▸ Assignment: Please copy the lines below exactly, from the first one through the line showing "content:''; display:block; margin:auto;".

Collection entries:
################

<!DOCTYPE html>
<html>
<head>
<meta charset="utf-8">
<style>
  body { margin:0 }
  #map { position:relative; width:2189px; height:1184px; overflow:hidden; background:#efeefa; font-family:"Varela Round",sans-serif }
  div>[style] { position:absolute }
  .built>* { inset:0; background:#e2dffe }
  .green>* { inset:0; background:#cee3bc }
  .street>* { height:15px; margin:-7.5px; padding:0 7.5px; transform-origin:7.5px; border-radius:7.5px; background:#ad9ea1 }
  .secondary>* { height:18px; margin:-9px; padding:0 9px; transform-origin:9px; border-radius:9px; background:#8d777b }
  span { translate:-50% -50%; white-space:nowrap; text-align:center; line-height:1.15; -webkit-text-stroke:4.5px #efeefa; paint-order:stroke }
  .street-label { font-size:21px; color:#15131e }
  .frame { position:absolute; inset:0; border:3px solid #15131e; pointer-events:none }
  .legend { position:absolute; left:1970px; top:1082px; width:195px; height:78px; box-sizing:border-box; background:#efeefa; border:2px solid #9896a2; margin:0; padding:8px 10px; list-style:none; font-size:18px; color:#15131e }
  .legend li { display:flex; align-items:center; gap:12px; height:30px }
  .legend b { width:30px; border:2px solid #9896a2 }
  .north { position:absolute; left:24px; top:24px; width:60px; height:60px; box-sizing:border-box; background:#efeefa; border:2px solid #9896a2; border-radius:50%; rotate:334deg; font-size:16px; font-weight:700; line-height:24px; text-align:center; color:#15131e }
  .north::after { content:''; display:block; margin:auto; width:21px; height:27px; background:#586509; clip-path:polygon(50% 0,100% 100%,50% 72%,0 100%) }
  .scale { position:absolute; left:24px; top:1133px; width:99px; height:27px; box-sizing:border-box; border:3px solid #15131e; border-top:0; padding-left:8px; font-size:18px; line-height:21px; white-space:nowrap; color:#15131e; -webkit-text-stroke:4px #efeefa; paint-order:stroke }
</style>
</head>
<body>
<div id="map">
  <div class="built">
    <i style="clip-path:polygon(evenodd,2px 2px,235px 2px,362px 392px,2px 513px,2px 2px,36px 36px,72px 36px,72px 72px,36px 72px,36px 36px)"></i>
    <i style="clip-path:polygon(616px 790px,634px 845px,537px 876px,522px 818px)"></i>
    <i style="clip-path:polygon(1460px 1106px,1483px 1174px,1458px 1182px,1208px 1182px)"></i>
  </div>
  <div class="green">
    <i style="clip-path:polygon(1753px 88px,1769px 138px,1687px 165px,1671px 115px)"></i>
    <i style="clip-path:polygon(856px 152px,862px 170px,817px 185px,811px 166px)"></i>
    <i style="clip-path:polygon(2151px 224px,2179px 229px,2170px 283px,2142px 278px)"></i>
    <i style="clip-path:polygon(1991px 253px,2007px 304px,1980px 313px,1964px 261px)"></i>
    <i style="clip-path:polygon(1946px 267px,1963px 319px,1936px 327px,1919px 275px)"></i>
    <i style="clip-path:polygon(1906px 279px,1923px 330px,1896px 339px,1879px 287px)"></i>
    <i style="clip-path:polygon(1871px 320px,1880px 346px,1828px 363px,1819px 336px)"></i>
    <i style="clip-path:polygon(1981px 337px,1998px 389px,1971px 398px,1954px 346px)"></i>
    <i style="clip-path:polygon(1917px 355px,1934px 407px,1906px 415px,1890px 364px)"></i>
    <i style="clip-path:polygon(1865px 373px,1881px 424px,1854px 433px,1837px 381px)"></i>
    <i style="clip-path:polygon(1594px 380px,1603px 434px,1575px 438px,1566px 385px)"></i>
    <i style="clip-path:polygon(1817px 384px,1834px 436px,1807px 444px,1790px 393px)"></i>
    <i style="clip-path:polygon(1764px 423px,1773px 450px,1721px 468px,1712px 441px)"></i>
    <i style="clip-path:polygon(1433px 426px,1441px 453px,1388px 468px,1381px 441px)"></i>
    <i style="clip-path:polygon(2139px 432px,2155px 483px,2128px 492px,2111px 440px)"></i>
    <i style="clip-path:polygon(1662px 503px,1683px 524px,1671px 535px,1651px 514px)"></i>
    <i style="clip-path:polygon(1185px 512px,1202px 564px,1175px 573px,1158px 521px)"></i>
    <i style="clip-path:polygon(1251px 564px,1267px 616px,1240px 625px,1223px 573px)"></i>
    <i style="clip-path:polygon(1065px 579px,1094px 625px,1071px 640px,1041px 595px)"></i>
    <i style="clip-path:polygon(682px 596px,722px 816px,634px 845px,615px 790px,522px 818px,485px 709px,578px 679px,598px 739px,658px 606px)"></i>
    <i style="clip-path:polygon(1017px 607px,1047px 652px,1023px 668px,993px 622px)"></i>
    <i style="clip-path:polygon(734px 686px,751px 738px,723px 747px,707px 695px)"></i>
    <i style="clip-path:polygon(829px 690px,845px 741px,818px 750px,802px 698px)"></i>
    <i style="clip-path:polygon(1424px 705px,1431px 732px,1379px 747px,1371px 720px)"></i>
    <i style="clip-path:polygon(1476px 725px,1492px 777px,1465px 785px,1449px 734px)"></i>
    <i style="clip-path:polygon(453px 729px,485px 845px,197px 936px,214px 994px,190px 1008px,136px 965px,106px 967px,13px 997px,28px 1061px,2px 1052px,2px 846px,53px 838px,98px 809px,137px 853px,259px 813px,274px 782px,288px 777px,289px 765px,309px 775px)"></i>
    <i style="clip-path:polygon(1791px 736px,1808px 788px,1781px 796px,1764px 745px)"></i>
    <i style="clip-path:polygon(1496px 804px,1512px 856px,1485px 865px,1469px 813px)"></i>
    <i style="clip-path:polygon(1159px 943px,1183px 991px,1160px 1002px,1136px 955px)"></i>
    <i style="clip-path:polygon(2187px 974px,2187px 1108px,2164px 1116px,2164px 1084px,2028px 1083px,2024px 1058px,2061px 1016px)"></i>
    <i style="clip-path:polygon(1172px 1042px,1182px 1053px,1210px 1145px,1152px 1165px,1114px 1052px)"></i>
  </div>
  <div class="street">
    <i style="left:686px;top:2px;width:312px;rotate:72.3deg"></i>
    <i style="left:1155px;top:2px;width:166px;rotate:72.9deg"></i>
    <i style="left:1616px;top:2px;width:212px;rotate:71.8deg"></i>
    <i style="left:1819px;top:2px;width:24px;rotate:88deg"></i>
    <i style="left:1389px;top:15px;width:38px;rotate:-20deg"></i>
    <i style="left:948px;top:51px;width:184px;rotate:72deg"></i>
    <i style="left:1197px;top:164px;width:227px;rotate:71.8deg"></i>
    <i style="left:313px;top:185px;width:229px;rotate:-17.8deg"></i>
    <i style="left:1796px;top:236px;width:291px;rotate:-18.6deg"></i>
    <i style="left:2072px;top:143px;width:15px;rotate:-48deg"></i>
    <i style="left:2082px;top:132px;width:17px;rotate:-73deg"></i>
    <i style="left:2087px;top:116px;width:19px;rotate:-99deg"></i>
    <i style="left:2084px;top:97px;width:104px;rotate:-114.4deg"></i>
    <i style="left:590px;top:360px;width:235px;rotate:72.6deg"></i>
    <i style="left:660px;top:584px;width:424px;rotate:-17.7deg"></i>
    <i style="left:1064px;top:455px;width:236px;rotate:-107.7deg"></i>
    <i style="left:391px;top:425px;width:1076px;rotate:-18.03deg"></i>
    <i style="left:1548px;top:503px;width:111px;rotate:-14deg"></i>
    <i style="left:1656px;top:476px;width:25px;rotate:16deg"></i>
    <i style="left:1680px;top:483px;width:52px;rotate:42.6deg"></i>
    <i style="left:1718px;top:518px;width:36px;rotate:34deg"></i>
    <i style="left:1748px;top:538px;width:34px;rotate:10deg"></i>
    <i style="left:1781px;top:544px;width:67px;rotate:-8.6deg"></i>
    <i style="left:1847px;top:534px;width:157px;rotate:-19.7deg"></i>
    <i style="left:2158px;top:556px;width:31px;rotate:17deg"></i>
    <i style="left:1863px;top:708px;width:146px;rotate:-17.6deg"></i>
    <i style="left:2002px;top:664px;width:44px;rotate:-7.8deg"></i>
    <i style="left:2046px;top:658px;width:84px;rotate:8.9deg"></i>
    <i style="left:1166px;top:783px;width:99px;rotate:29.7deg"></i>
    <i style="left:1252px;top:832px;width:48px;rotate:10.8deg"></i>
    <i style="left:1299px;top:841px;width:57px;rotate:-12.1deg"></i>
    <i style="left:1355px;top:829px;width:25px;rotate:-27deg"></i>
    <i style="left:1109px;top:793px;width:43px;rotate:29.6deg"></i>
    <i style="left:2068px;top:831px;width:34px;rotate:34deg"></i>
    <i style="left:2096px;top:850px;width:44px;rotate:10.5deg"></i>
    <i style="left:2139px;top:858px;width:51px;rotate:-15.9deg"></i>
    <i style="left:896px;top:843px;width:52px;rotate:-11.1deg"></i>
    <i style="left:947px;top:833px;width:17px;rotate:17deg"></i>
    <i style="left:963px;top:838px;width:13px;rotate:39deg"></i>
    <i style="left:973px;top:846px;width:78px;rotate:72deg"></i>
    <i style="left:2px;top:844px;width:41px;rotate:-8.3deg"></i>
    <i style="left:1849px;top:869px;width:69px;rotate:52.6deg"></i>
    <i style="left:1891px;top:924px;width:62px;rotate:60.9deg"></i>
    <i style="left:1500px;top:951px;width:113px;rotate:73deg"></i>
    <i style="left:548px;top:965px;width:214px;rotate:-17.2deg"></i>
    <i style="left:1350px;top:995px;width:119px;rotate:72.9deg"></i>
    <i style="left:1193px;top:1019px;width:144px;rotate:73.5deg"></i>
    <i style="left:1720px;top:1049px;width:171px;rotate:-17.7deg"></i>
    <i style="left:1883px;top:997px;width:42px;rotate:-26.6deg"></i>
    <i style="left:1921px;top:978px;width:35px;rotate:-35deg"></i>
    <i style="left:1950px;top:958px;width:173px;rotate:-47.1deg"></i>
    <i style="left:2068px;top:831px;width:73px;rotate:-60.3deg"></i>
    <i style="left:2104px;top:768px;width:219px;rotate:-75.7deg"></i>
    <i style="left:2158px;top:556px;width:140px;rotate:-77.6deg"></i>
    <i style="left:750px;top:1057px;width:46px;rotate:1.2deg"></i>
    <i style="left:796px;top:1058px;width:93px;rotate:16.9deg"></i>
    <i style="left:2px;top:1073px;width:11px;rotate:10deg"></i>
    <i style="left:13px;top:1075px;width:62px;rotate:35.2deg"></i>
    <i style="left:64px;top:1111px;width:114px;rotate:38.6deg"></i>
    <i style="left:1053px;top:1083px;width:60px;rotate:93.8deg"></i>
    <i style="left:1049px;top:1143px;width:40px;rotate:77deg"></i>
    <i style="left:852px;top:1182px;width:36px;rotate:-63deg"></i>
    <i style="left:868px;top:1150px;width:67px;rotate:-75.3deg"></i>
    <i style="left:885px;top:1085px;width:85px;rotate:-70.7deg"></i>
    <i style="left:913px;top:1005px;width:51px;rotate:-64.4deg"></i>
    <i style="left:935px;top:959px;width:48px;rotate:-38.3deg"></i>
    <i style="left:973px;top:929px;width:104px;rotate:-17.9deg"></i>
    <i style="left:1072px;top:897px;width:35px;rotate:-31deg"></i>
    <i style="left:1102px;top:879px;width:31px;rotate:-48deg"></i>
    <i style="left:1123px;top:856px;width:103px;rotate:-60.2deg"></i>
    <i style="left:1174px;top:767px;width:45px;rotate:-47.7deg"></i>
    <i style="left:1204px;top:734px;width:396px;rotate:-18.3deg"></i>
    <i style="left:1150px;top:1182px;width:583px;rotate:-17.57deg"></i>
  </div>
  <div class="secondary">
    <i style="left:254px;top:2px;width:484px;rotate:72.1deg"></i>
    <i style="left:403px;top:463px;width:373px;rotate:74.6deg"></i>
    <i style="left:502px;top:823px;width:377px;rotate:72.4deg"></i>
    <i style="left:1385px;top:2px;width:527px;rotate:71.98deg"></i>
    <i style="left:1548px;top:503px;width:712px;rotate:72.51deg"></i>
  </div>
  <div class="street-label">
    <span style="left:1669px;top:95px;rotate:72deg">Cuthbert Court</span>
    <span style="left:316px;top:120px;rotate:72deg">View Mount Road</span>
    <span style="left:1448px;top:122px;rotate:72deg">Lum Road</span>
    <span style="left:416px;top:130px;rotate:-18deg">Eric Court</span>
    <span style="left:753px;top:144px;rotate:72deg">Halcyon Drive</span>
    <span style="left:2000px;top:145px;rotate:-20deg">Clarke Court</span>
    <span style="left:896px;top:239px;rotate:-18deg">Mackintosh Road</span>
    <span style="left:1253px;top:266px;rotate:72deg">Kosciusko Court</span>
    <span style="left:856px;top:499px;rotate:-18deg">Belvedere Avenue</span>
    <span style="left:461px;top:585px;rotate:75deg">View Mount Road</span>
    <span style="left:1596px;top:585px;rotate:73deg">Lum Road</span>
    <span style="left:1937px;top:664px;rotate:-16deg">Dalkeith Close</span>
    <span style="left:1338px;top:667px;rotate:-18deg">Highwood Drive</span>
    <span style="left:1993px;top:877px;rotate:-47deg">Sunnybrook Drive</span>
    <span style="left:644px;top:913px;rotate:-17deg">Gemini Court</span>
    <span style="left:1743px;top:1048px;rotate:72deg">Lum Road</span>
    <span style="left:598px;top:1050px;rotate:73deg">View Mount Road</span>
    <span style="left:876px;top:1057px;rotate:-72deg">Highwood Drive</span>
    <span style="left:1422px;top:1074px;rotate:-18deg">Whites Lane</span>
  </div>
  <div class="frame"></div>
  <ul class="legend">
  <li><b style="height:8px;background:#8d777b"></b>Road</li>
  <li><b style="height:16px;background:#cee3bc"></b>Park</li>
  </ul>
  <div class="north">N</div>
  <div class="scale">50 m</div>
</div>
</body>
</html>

################

▸ Output of the task:
<!DOCTYPE html>
<html>
<head>
<meta charset="utf-8">
<style>
  body { margin:0 }
  #map { position:relative; width:2189px; height:1184px; overflow:hidden; background:#efeefa; font-family:"Varela Round",sans-serif }
  div>[style] { position:absolute }
  .built>* { inset:0; background:#e2dffe }
  .green>* { inset:0; background:#cee3bc }
  .street>* { height:15px; margin:-7.5px; padding:0 7.5px; transform-origin:7.5px; border-radius:7.5px; background:#ad9ea1 }
  .secondary>* { height:18px; margin:-9px; padding:0 9px; transform-origin:9px; border-radius:9px; background:#8d777b }
  span { translate:-50% -50%; white-space:nowrap; text-align:center; line-height:1.15; -webkit-text-stroke:4.5px #efeefa; paint-order:stroke }
  .street-label { font-size:21px; color:#15131e }
  .frame { position:absolute; inset:0; border:3px solid #15131e; pointer-events:none }
  .legend { position:absolute; left:1970px; top:1082px; width:195px; height:78px; box-sizing:border-box; background:#efeefa; border:2px solid #9896a2; margin:0; padding:8px 10px; list-style:none; font-size:18px; color:#15131e }
  .legend li { display:flex; align-items:center; gap:12px; height:30px }
  .legend b { width:30px; border:2px solid #9896a2 }
  .north { position:absolute; left:24px; top:24px; width:60px; height:60px; box-sizing:border-box; background:#efeefa; border:2px solid #9896a2; border-radius:50%; rotate:334deg; font-size:16px; font-weight:700; line-height:24px; text-align:center; color:#15131e }
  .north::after { content:''; display:block; margin:auto; width:21px; height:27px; background:#586509; clip-path:polygon(50% 0,100% 100%,50% 72%,0 100%) }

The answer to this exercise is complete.